Hi 6 months ago my probation period at work was up and at the same time my old boss left and was replaced by a new one. I asked for a pay rise after getting a good review but didn't succeed so basically I handed in my notice as I had a visa to go to Oz for a year. On handing in my notice my new boss was in trouble as I was responsible for doing the day to day accounts and I knew all the systems, reports etc to be produced. So after some meetings we agreed anew contract and I got a €5k increase. At the end of this month our year end audit is over and we are getting someone in to do most of my job on a salary €7k cheaper than me and she is also doing some payroll. I will have to train her in and im meant to be getting different type of work, more reporting and analysis of info etc.
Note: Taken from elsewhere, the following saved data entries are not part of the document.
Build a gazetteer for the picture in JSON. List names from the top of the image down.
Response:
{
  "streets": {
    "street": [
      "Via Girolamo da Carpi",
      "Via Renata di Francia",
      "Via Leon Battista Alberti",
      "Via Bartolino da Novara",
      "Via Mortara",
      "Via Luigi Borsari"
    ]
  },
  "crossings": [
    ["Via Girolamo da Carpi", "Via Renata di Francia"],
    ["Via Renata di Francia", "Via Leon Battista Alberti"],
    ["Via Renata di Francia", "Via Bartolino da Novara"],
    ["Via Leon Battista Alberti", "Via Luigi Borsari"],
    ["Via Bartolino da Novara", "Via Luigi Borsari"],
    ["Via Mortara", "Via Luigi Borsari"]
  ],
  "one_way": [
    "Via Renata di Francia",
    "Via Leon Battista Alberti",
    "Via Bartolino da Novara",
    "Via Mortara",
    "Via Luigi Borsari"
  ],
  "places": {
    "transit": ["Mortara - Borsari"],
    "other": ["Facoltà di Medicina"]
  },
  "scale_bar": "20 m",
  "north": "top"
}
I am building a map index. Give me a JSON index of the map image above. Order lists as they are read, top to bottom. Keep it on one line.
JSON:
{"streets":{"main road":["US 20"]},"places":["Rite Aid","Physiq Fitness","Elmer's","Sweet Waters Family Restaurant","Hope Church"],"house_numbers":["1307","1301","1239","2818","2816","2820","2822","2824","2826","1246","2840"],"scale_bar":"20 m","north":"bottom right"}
My fear is that im training her in as my replacement because we have a new MD who has been brought in to cut costs. were do I stand if
they decide to get remove of me and say I have know job its been made redundant ( even do this girl is doing it cheaper) 
or if I don't like the new work what do i do as when i joined the company if was for a specific job 
any help would be appreciated


----------



## Odea (11 Mar 2004)

*We were fools.*

I worked for a company that introduced a system where managers were to train their staff to do the job that the manager would normally do. This would free up the manager to get out and about and look for new business. After about 3 years all the managers were offered a voluntary redundancy package (with usual threats attached, that if you don't take it there may be nothing for you next year). The then CEO was retiring and happy that he was the one who had cut costs and streamlined the company before he left. He now commutes between Ireland and Spain enjoying his large retirement package while the rest of us are struggling.


----------



## Maceface (12 Mar 2004)

*has to be illegal*

AFAIK, a company can not make redundancies just to replace a worker with a cheaper worker. 
If they are doing the same job as you and you are let go, I would bring it to tribunal.
As for redundancy, you will get the dole straight away (just sign on the next day).


----------